Curitiba - As investigações da Operação Lava Jato, deflagrada pela Polícia Federal (PF) em março deste ano, e que revelaram a existência de um esquema de lavagem de dinheiro de cerca de R$ 10 bilhões com indícios de participação de pelo menos 45 pessoas, estão paralisadas há 16 dias. O congelamento dos trabalhos ocorreu no dia 19 de maio, após o ministro do Supremo Tribunal Federal (STF) Teori Zavascki determinar a suspensão dos inquéritos em andamento e das oito ações penais já abertas pela 13ª Vara Federal Criminal de Curitiba.
No mesmo dia, o ministro autorizou a soltura do ex-diretor de abastecimento da Petrobras Paulo Roberto Costa, uma das peças-chave de toda a investigação. Após a decisão da Suprema Corte, todos os trabalhos desenvolvidos pela PF e pela Justiça Federal do Paraná foram suspensos. Inclusive outras apurações já em desenvolvimento pelo órgão policial. No dia 15 de abril, quando os primeiros relatórios foram encaminhados ao Ministério Público Federal (MPF), a PF informou que estava dando prosseguimento às investigações para abertura de novos inquéritos para apurar principalmente fraudes em licitações, desvios de recursos públicos, corrupção ativa e passiva e sonegação fiscal.
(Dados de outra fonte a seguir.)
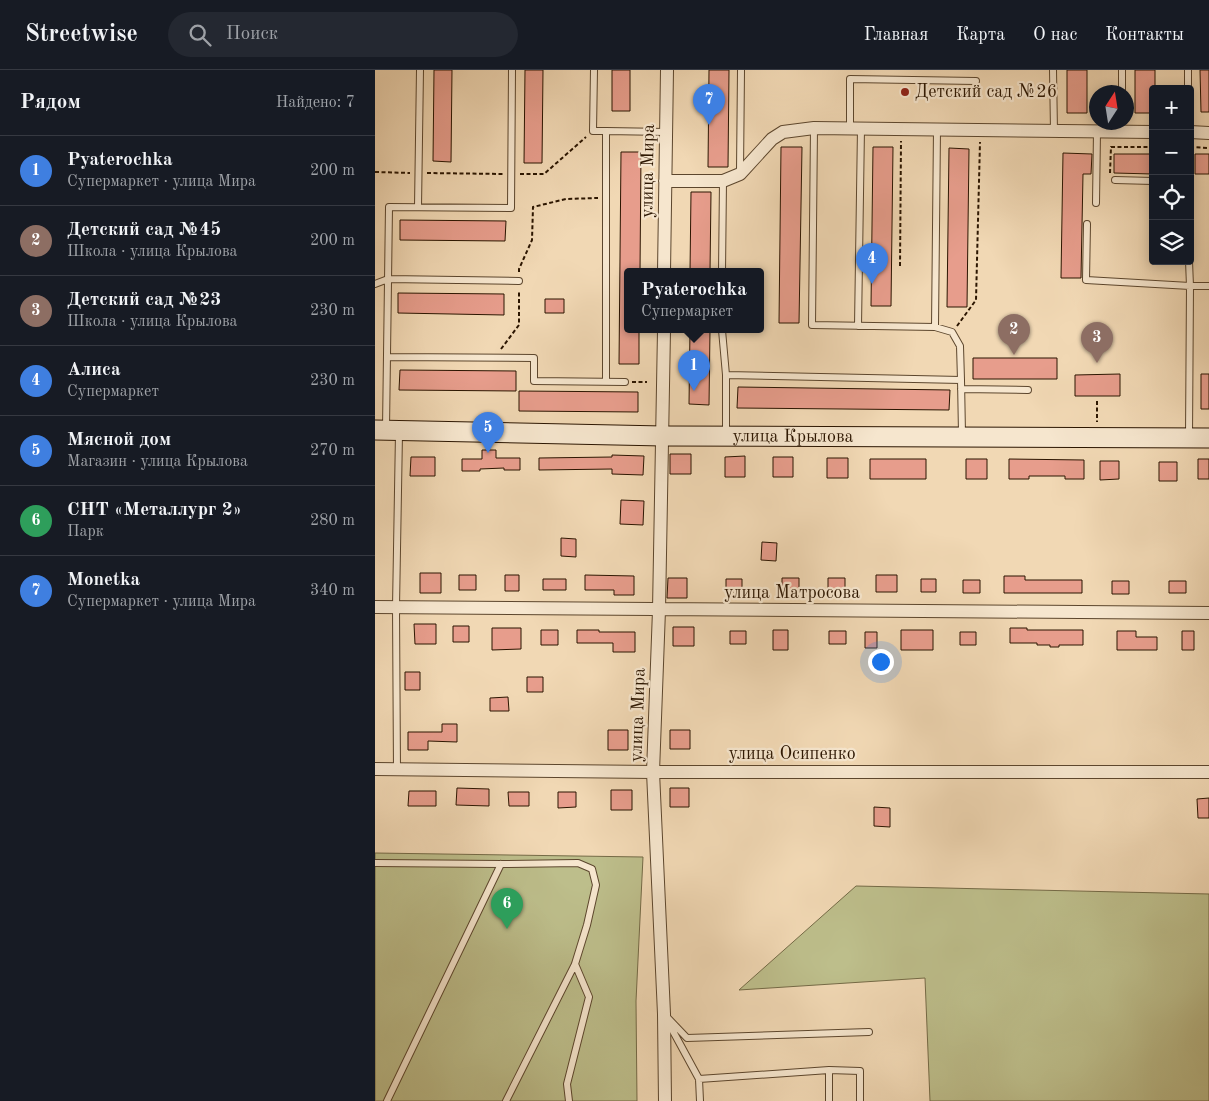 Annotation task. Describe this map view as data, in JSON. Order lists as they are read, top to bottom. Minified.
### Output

Nessa etapa, os trabalhos de apuração tentariam identificar servidores e administradores públicos e políticos envolvidos no esquema de lavagem de dinheiro.
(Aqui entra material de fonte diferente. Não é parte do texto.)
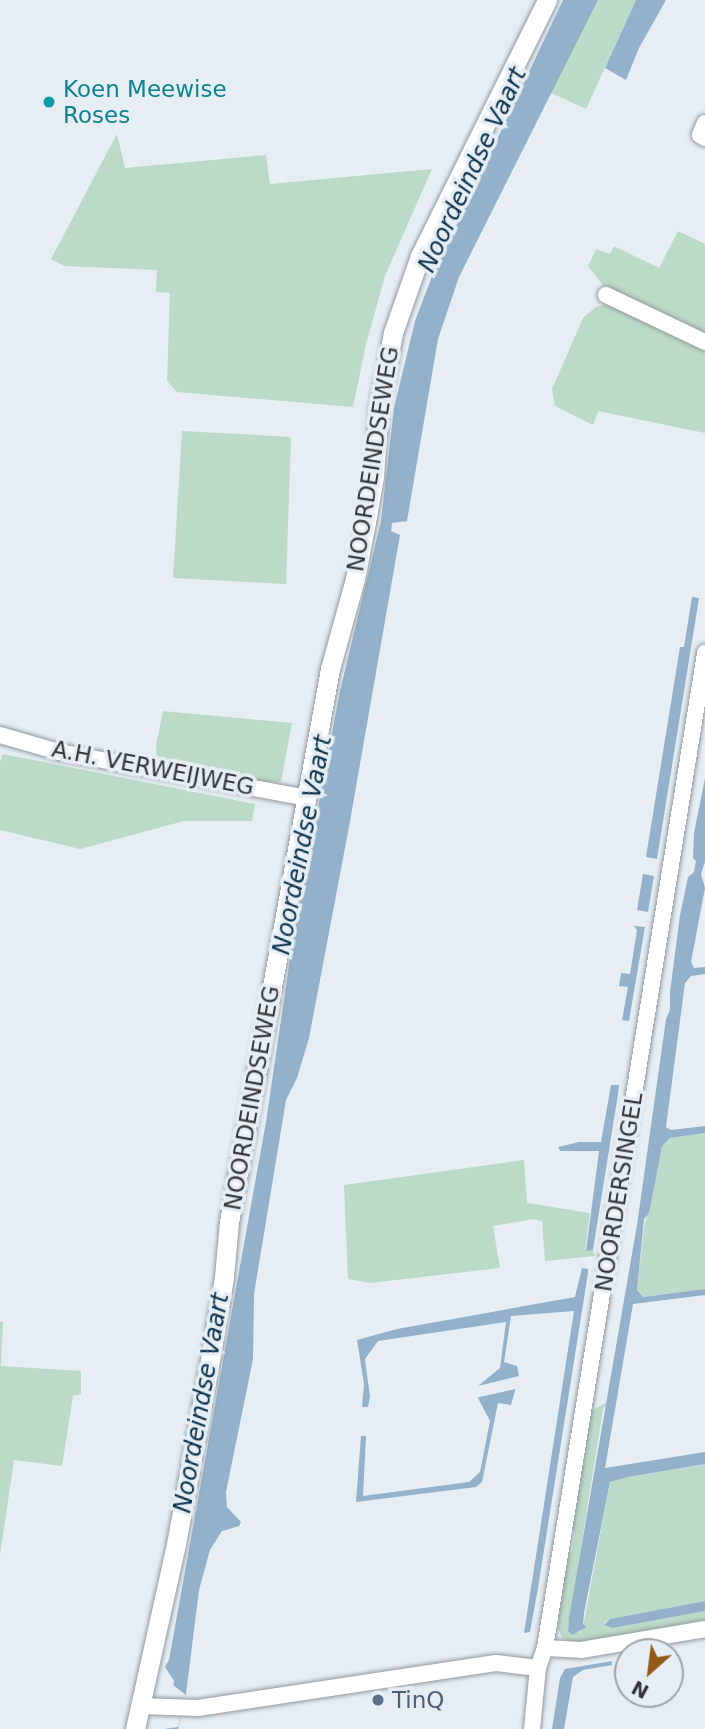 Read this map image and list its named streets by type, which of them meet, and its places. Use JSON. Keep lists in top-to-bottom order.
{
  "streets": {
    "street": ["NOORDEINDSEWEG", "A.H. VERWEIJWEG", "NOORDERSINGEL"]
  },
  "crossings": [
    ["NOORDEINDSEWEG", "A.H. VERWEIJWEG"]
  ],
  "water": ["Noordeindse Vaart"],
  "places": ["Koen Meewise Roses", "TinQ"],
  "north": "bottom left"
}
O caso gerou tanta repercussão e é tão complexo que o procurador-geral da República, Rodrigo Janot, designou a implantação de uma força-tarefa formada por seis procuradores para acompanhar as investigações. Para o procurador regional da República Carlos Fernando dos Santos Lima, que segue atuando na força-tarefa, a suspensão dos trabalhos desenvolvidos até agora causa prejuízo pois ainda há muito material para ser analisado e investigado. "A interrupção do trabalho sempre causa problemas. Temos informações de que foram apreendidos cerca de 80 mil documentos durante a operação da PF, e as oito denúncias feitas até agora se referem a apenas aproximadamente 10% de todo este material. Agora aguardamos uma definição para prosseguir a apuração que precisa ser intensificada."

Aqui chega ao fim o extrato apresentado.